Anybody out there done the CPM thing with adwords?


----------



## JoshEllsworth (Dec 14, 2005)

Targeted ad words and specific phrases seem to work well. For instance, instead of paying a $5 for everytime the word t-shirt is clicked, try buying an ad word like "Country themed T-shirt" or "Glossy Picture Shirt". Every campaign might not get the impressions and volume of clicks that you would hope, but when someone clicks and you pay, it's extremely targeted and successful.


----------



## Rodney (Nov 3, 2004)

Josh nailed it right on. The more focused you make your keywords, the less you'll pay per keyword and the more targeted of potential buyer you'll find visiting your site (Which makes it more likely that you'll convert into a sale).

If your main focus is branding, then CPM ads might be a good choice. They don't show on Google searches, but they show on partner sites and in their adsense network. The good part about this is that you can pick and choose which sites you want to run your ads on. So if you have an urban themed apparel line, you can find a hip hop site running adsense ads and totally target your audience. I think CPM ads might work well there.

Targeted ads in any media are usually a good idea.


----------



## dreezle (Oct 5, 2005)

Hello there people,

Thanks for the tips. The use of phrases as adword seems to be a good hint.
I just started out with my shop. It costed a penny so i don't want te spend to much money on advertising that doesn't work.
The first step I'm going to take is print flyers and nametags to hand them out at small gigs.
This might be the right kind of audience...i guess 

Greetz

Dries


----------



## CoolHandLuke (Oct 27, 2005)

Spent a lot w/ Adwords and Yahoo Marketing. It defiantly works… if you work it. It’s almost a FT job keeping up with the vast amounts of key words or content matches to make it fly at a cost-effective rate. Still can’t compare to “natural rankings”. Now with Google’s new search based on the users search history… it’s anyone’s guess. 

Add to that… I just got an invitation to join the Google lawsuit. There’s a ton of Google Ad sites that can trick the system into thinking you got a valid hit… when in fact you did not. Everyone gets paid but the advertiser! We’ve all know it’s been going on for a while, but took it as “the price you have to pay” to play the game. The way I see it… Google owes me a few good weeks of solid traffic!

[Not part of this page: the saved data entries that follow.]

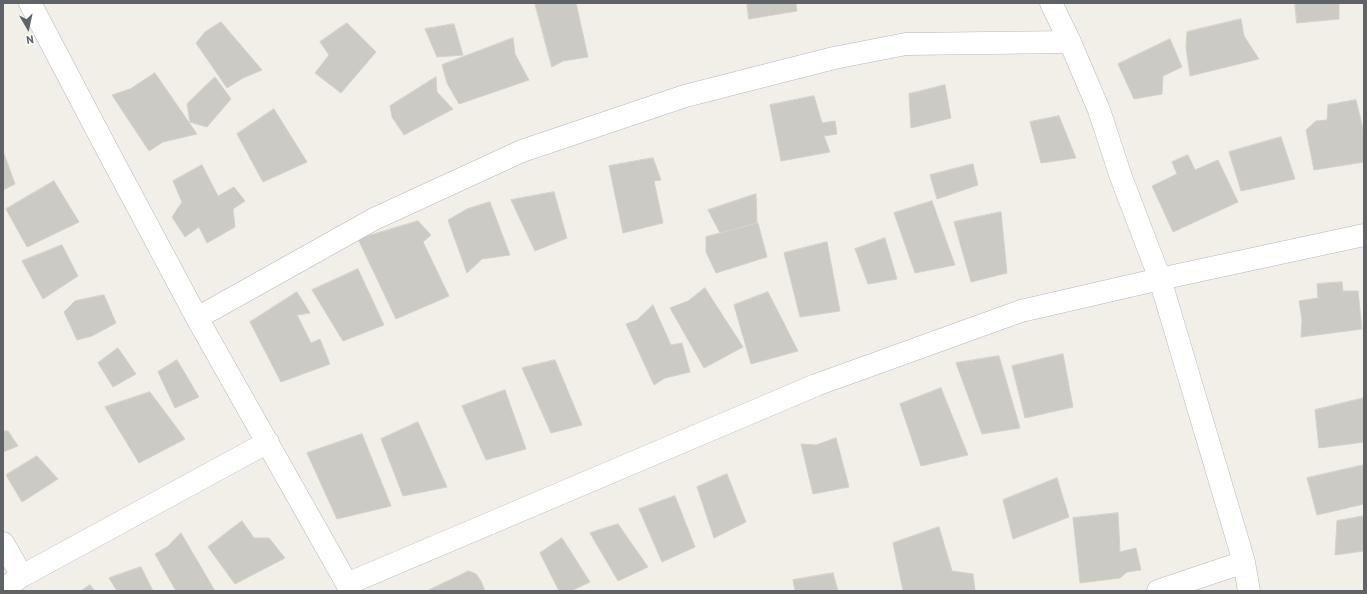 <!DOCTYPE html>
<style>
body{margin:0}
#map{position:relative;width:1367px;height:594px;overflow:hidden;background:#f1efe8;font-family:Barlow,sans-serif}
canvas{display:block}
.frame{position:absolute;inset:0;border:4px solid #5f6368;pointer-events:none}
.north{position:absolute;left:8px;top:8px;width:40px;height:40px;-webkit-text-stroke:3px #fff;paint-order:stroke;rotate:171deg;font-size:11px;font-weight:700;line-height:16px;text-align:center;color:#5f6368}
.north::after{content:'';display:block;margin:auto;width:14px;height:18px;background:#5f6368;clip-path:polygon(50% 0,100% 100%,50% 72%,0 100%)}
</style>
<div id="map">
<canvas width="1367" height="594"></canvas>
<div class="frame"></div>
<div class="north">N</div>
</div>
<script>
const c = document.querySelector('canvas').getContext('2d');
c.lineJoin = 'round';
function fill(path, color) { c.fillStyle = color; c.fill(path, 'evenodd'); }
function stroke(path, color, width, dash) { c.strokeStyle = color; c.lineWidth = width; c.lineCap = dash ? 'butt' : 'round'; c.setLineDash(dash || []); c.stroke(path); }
const building = new Path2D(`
 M 535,3 L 576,3 L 588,57 L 563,61 L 552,67 Z
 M 747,3 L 796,3 L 797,11 L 749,19 Z
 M 1295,3 L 1339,3 L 1339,19 L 1297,23 Z
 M 1241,19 L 1244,36 L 1259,59 L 1190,76 L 1186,47 L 1187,32 Z
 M 221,22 L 262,70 L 243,78 L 227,88 L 196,43 L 205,32 Z
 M 347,23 L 376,52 L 341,93 L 315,73 L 329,55 L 320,42 Z
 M 454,24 L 463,55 L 437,57 L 425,29 Z
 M 513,38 L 515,54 L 529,80 L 459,104 L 447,83 L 442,65 Z
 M 1170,39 L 1182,67 L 1163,76 L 1162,94 L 1134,99 L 1118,64 Z
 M 155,73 L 197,134 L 163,142 L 149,151 L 112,95 L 130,89 Z
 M 215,77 L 231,99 L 207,127 L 190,122 L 187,104 Z
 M 436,77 L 437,92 L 453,109 L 404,135 L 392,117 L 390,106 Z
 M 945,85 L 951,118 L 911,128 L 909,94 Z
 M 814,96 L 822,123 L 835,121 L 837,134 L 824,136 L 830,152 L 781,161 L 770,105 Z
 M 1356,100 L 1364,133 L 1364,162 L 1314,170 L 1306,130 L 1316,121 L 1327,120 L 1328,105 Z
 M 274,109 L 307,162 L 263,182 L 237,134 Z
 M 1059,116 L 1076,158 L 1041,163 L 1030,122 Z
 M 1281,137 L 1295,179 L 1241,191 L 1229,152 Z
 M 3,151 L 15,184 L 3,190 Z
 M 1188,155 L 1195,170 L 1218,160 L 1238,202 L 1173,232 L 1152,186 L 1177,174 L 1172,162 Z
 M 653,158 L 661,180 L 654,181 L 663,223 L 623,233 L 609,166 Z
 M 973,164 L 978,185 L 937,199 L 930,175 Z
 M 202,165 L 218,196 L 234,187 L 245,201 L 233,209 L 235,227 L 207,243 L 199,227 L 185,237 L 172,217 L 182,202 L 173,181 Z
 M 54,181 L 79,222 L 27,247 L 6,209 Z
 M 554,192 L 567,238 L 535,251 L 511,200 Z
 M 756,194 L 757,223 L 720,233 L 708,210 Z
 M 932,201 L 955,265 L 915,273 L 894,213 Z
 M 490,202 L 510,255 L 482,259 L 467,273 L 448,220 L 467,209 Z
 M 1001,212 L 1007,273 L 971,282 L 954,222 Z
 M 418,221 L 431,235 L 423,242 L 449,296 L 396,319 L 358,239 Z
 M 758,223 L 767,257 L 716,273 L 706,252 L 706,237 Z
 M 885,238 L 897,279 L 868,284 L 855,249 Z
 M 827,242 L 840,311 L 800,317 L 784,253 Z
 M 62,245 L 78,276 L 43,299 L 22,261 Z
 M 358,269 L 384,325 L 343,341 L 312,290 Z
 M 1342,282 L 1343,291 L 1358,291 L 1362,329 L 1301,337 L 1302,320 L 1299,301 L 1318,298 L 1317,284 Z
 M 705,288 L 743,347 L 704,368 L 670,308 L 688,301 Z
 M 297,292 L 310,313 L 297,315 L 311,343 L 320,339 L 330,364 L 281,382 L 250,322 Z
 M 768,292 L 798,351 L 751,364 L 734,305 Z
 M 104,295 L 116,323 L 92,336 L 77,340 L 64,312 L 75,301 Z
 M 653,305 L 671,345 L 682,343 L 690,372 L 665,378 L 654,385 L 626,324 L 637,320 Z
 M 118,348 L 136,374 L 113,387 L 98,363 Z
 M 1063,354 L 1073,407 L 1025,418 L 1012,366 Z
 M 999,356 L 1020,428 L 982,434 L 956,363 Z
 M 177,360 L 199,397 L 175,408 L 158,372 Z
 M 555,360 L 582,425 L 551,433 L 522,368 Z
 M 941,388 L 968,455 L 921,466 L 900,404 Z
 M 505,390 L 526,449 L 486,460 L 462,406 Z
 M 150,392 L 185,439 L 139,463 L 105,407 Z
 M 1364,398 L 1364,442 L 1319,448 L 1315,410 Z
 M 418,422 L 447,487 L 403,496 L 381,439 Z
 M 3,431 L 8,431 L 18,446 L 3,452 Z
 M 362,434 L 391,506 L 337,519 L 307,453 Z
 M 836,438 L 849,487 L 813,494 L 801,444 L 816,445 Z
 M 37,456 L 58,479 L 22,502 L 6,475 Z
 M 1364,465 L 1364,504 L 1317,515 L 1307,478 Z
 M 727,474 L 746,522 L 714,538 L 697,487 Z
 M 1057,478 L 1069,517 L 1013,539 L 1003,500 Z
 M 675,496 L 695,547 L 662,562 L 639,509 Z
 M 1118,513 L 1120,552 L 1136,548 L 1141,570 L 1127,572 L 1120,578 L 1080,583 L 1073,518 Z
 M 1364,516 L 1364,551 L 1335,555 L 1337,521 Z
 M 242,521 L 254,538 L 269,538 L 285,558 L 235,584 L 208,547 Z
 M 618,524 L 648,567 L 618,581 L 590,533 Z
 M 939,527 L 952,571 L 973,574 L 975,591 L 903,591 L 893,543 Z
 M 181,533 L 215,591 L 176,591 L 155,554 L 167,547 Z
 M 562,538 L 590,582 L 571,591 L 559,591 L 540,553 Z
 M 141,567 L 153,591 L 117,591 L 109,578 Z
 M 469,571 L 476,574 L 481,581 L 485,591 L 427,591 Z
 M 833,573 L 838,591 L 795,591 L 793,580 Z
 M 90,585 L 95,591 L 81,591 Z`);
const street = new Path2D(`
 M 30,3 L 111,157 L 197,318 L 351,591
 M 1051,3 L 1070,42
 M 197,318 L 374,219 L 522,151 L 685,96 L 834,58 L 906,44 L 1070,42 L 1099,110 L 1121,177 L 1160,279 L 1244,562 L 1249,591
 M 3,543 L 22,576
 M 347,584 L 816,385 L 1021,311 L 1160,279 L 1364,235
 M 3,589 L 22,576 L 268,442
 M 1158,591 L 1244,562`);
fill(building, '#cccac5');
stroke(building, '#d6d1c6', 1);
stroke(street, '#b5b8bc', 23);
stroke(street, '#fff', 22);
</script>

I don’t do Adwords in the tee shirt arena anymore, but it can defiantly drive some traffic if done correctly.


----------



## LaMamaHen (Jul 31, 2006)

I have been playing around with searching keywords for a week now. Amazing. Dizzying. 

I see it is possible to pick many, many keywords.
Do you use a few, dozens?
Do you stick with the .5 keywords?
Do you advertise when someone searches a competitor? 

Have banner ads worked better than the right-hand ads?

The google keywords picker doesn't show how many times a keyword was searched. Anybody have a good search engine for that?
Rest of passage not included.